There are many different types of hanger hardware you can buy. I have 2 types in the picture. But I prefer a 1/4" hole. It is cheaper than store bought hardware. But more importantly a hole for hanging allows the frame to lay flush against the wall.
Step 10: Staining and Finishing
After sanding and mounting your hardware apply a stain (if desired). Even if you do not apply a stain you will want to apply a clear coat finish like a varnish or polyurethane. My personal favorite is spray varnish, it dries quickly and looks great.
Step 11: Glass
I use plexiglass (acrylic) for my frames. It is cheap, safe, and you can cut it. You can get real glass or plexiglass at a hardware store and they will also cut it for you. But for a small frame like this you can use scrap plexiglass. The chain hardware stores will give you scraps or sell them to you for pennies.
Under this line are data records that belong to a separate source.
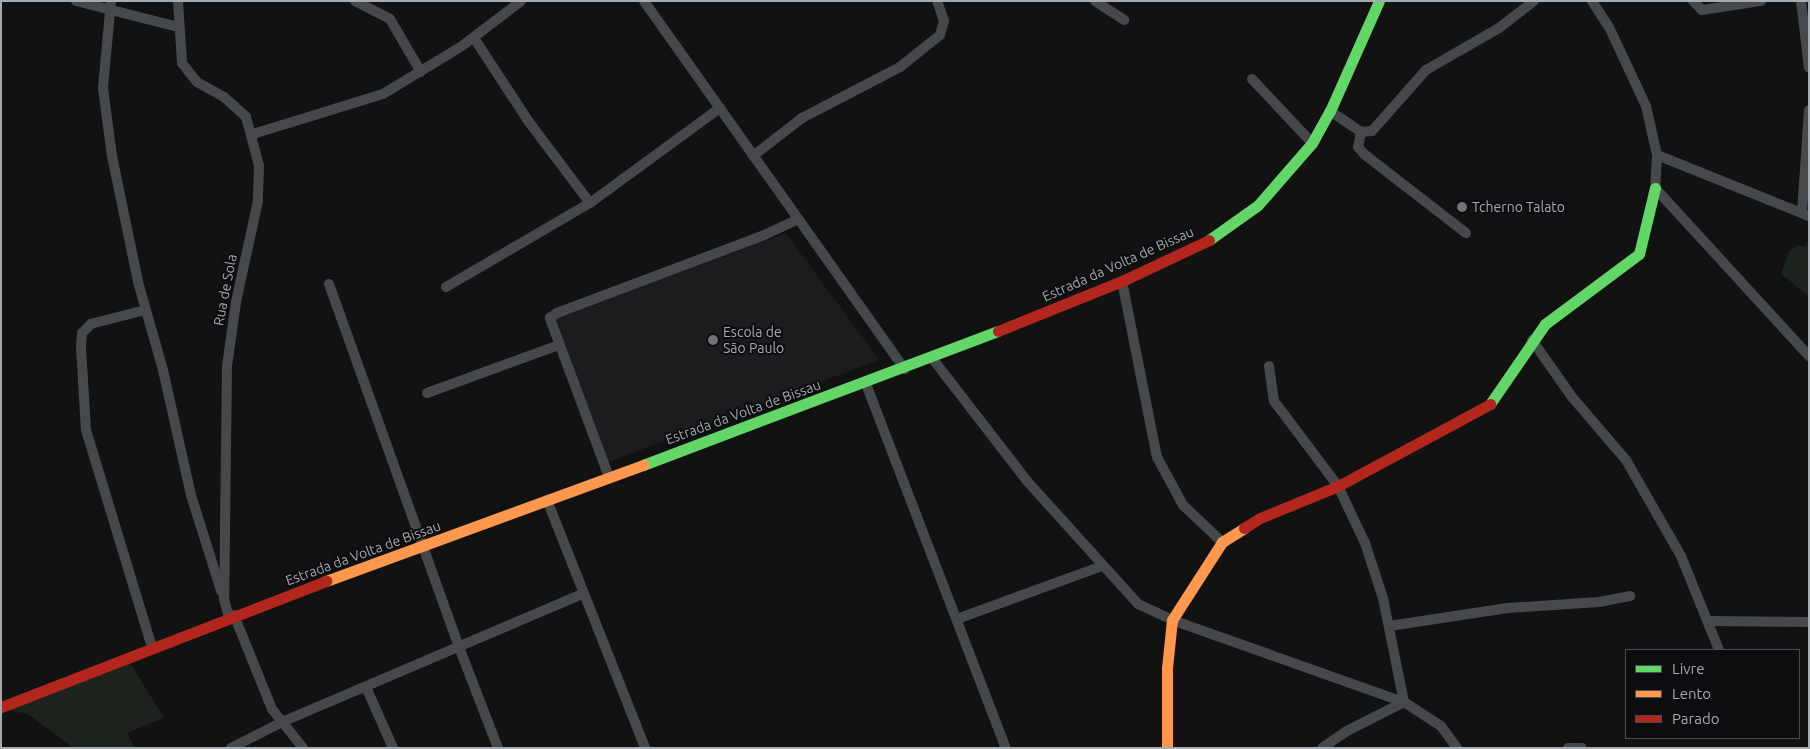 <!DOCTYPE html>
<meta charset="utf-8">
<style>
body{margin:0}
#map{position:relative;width:1810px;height:749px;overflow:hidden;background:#121212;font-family:Ubuntu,sans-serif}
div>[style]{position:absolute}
.built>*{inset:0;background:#1c1c1e}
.green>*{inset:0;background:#1c221c}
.street>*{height:10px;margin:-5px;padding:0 5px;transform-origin:5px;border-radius:5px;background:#46494b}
.fast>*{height:11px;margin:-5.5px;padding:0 5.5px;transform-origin:5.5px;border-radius:5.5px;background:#63d668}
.slow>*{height:11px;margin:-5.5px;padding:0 5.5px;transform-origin:5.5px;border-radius:5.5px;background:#ff974d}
.jam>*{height:11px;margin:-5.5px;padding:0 5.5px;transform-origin:5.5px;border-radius:5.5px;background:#b3261e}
.dots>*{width:14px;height:14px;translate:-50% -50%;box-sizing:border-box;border:2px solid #0c0d0e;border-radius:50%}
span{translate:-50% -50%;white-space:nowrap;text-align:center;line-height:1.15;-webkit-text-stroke:4px #0c0d0e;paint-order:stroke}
.poi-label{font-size:14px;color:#a3abb3}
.left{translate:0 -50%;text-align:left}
.street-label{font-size:14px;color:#a3abb3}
.frame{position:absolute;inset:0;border:2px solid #a3abb3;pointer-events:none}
.legend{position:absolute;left:1625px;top:649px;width:175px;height:90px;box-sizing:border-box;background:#0c0d0e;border:1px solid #484c50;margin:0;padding:6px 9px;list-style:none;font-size:15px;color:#a3abb3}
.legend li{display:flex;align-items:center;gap:10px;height:25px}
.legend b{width:25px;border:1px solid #484c50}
</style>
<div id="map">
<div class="built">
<i style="clip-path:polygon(786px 233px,879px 360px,603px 464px,556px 319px)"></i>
</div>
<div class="green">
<i style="clip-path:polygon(1809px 239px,1809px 296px,1781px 274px,1789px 251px,1798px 245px,1805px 247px)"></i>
<i style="clip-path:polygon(130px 663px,164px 718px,127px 733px,135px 748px,74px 748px,28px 714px,7px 710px)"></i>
</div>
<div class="street">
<i style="left:76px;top:1px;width:105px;rotate:14.3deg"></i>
<i style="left:111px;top:1px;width:87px;rotate:95.3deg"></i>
<i style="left:103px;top:88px;width:69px;rotate:82.5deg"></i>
<i style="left:112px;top:156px;width:129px;rotate:78.3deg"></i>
<i style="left:138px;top:282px;width:91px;rotate:74.1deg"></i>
<i style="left:163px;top:370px;width:128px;rotate:77.4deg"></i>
<i style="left:191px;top:495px;width:101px;rotate:72.6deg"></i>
<i style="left:178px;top:1px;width:62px;rotate:86.3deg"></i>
<i style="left:182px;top:63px;width:24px;rotate:52deg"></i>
<i style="left:197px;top:82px;width:31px;rotate:29deg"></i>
<i style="left:224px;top:97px;width:30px;rotate:42deg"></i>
<i style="left:246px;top:117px;width:51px;rotate:75.1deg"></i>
<i style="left:259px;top:166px;width:35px;rotate:92deg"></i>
<i style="left:258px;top:201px;width:103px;rotate:102.3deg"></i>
<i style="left:236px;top:302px;width:65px;rotate:98deg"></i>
<i style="left:227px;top:366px;width:233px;rotate:90.7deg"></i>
<i style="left:224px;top:599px;width:20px;rotate:75deg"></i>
<i style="left:355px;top:1px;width:39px;rotate:27deg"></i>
<i style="left:390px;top:19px;width:61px;rotate:59.7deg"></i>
<i style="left:644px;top:1px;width:451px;rotate:54.7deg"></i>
<i style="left:1095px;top:1px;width:35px;rotate:33deg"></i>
<i style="left:1592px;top:1px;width:31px;rotate:57deg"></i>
<i style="left:1609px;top:27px;width:87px;rotate:64.9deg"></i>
<i style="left:1646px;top:106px;width:50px;rotate:77.3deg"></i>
<i style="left:1657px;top:155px;width:164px;rotate:21.9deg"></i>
<i style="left:1693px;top:1px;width:13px;rotate:45deg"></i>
<i style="left:1702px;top:10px;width:60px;rotate:-8.7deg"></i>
<i style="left:1801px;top:1px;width:67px;rotate:83.2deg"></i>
<i style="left:474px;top:38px;width:100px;rotate:56.8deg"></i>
<i style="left:529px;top:122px;width:101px;rotate:53deg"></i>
<i style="left:1252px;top:79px;width:88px;rotate:46.8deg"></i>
<i style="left:1330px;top:111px;width:37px;rotate:34deg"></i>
<i style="left:1361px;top:132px;width:11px;rotate:-5deg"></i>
<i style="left:1372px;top:131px;width:81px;rotate:-48.5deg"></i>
<i style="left:1426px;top:70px;width:84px;rotate:-29.9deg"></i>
<i style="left:1499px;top:28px;width:44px;rotate:-37.6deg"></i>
<i style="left:1361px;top:132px;width:15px;rotate:101deg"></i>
<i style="left:1358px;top:147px;width:9px;rotate:49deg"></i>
<i style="left:1364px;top:154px;width:129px;rotate:37.8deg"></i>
<i style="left:253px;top:134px;width:136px;rotate:-17.1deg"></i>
<i style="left:383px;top:94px;width:92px;rotate:-31.3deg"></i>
<i style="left:462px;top:46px;width:74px;rotate:-37.3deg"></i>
<i style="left:1657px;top:155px;width:33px;rotate:93deg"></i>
<i style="left:1655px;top:188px;width:228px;rotate:47.5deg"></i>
<i style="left:753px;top:156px;width:62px;rotate:-37.8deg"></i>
<i style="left:802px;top:118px;width:110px;rotate:-27.5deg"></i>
<i style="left:900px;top:67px;width:51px;rotate:-38.7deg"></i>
<i style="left:940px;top:35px;width:15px;rotate:-74deg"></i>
<i style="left:944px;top:21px;width:21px;rotate:-109deg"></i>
<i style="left:1802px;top:213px;width:103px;rotate:-86.1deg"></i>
<i style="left:1122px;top:281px;width:179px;rotate:78.8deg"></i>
<i style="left:1157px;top:457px;width:55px;rotate:61.6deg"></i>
<i style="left:1183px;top:505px;width:54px;rotate:43.5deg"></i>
<i style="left:329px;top:284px;width:386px;rotate:70.3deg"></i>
<i style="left:459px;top:647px;width:108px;rotate:68.9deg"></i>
<i style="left:446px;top:287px;width:167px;rotate:-30.3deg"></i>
<i style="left:590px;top:203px;width:161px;rotate:-36.2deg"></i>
<i style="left:145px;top:310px;width:56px;rotate:165.5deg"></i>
<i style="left:91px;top:324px;width:13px;rotate:135deg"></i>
<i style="left:82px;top:333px;width:14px;rotate:94deg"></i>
<i style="left:81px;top:347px;width:83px;rotate:86.6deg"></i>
<i style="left:86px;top:430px;width:227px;rotate:73.1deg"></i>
<i style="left:1532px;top:340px;width:70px;rotate:54.9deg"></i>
<i style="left:1572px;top:397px;width:83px;rotate:49.4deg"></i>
<i style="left:1626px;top:460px;width:111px;rotate:60.2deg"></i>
<i style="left:1681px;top:556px;width:101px;rotate:68deg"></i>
<i style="left:932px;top:358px;width:155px;rotate:52.3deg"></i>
<i style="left:1027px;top:481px;width:166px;rotate:47.9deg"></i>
<i style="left:1138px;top:604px;width:38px;rotate:25deg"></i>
<i style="left:1172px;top:620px;width:246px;rotate:19.5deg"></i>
<i style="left:1404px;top:702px;width:44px;rotate:33deg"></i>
<i style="left:1441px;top:726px;width:27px;rotate:54deg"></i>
<i style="left:1269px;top:366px;width:35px;rotate:82deg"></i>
<i style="left:1274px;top:401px;width:106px;rotate:53deg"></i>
<i style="left:1338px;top:486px;width:63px;rotate:64.7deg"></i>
<i style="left:1365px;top:543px;width:58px;rotate:71.9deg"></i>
<i style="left:1383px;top:598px;width:106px;rotate:78.6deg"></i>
<i style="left:1404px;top:702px;width:64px;rotate:153deg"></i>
<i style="left:1347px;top:731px;width:30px;rotate:146deg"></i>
<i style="left:866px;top:384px;width:390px;rotate:69deg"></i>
<i style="left:427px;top:393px;width:140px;rotate:-20deg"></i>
<i style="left:609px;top:477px;width:170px;rotate:-110.4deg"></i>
<i style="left:550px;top:318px;width:9px;rotate:-36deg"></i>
<i style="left:557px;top:313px;width:219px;rotate:-20.6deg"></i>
<i style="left:762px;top:236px;width:38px;rotate:-25deg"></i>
<i style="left:547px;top:500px;width:267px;rotate:68.4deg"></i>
<i style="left:234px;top:615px;width:101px;rotate:68deg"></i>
<i style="left:272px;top:709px;width:50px;rotate:51.5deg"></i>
<i style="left:957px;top:619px;width:154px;rotate:-20.1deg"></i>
<i style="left:1708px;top:621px;width:101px;rotate:0.6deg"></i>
<i style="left:1389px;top:626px;width:120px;rotate:-8.6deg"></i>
<i style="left:1508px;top:608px;width:91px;rotate:-3.8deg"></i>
<i style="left:1599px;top:602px;width:32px;rotate:-11deg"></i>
<i style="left:366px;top:687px;width:67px;rotate:66.1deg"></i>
<i style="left:231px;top:748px;width:57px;rotate:-27deg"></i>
<i style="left:282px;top:722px;width:328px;rotate:-23.1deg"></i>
<i style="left:1568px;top:748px;width:14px"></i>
</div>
<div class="fast">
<i style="left:1209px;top:240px;width:60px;rotate:-35.5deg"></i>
<i style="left:1258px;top:205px;width:82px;rotate:-48.9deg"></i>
<i style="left:1312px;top:143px;width:37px;rotate:-61deg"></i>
<i style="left:1330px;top:111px;width:120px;rotate:-66deg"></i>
<i style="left:1490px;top:404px;width:97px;rotate:-55.5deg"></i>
<i style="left:1545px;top:324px;width:117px;rotate:-36.7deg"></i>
<i style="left:1639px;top:254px;width:68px;rotate:-76.4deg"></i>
<i style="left:643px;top:465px;width:379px;rotate:-20.7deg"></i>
</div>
<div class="slow">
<i style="left:326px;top:581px;width:338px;rotate:-20.1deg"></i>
<i style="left:1167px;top:748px;width:80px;rotate:-90deg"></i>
<i style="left:1167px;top:668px;width:48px;rotate:-84.1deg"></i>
<i style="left:1172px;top:620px;width:93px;rotate:-57.3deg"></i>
<i style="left:1222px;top:542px;width:26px;rotate:-32deg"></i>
</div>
<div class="jam">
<i style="left:998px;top:331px;width:134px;rotate:-22deg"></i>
<i style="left:1122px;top:281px;width:96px;rotate:-25.2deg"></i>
<i style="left:1244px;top:528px;width:19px;rotate:-32deg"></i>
<i style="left:1260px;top:518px;width:84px;rotate:-22.3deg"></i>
<i style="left:1338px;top:486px;width:173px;rotate:-28.3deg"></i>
<i style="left:1px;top:707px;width:349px;rotate:-21.2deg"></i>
</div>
<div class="dots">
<i style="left:1462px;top:207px;background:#70757b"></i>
<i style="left:713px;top:340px;background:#70757b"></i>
</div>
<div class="poi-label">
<span class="left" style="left:1472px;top:207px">Tcherno Talato</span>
<span class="left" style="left:723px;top:340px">Escola de<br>São Paulo</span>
</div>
<div class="street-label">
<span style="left:1118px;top:264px;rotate:-24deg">Estrada da Volta de Bissau</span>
<span style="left:225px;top:290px;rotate:-79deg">Rua de Sola</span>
<span style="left:743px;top:412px;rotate:-20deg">Estrada da Volta de Bissau</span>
<span style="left:363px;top:553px;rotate:-20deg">Estrada da Volta de Bissau</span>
</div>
<div class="frame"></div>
<ul class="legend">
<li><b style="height:6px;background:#63d668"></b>Livre</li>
<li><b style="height:6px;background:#ff974d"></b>Lento</li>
<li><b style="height:6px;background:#b3261e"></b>Parado</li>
</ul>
</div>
You can cut plexiglass many ways, but I have had the best results by scoring a line with an acrylic knife or utility knife. Then breaking the glass over the edge of a table.
Step 12: Mounting Your Picture
Make a sandwich: Glass on top, picture in the middle, and some type of backing to support the picture.
Backing can be scrapwood, cardboard, paper from a cereal box or case of beer.
Place all this in the back of the frame glass down. Tighten your tabs to hold the sandwich in place.
You can also add mat board to the picture if desired.
Step 13: Finished Frame
Now your frame is complete. Made for a fraction or next to nothing compared what it would cost at a frame shop.
You are ready to hang it on the wall or give it as a gift.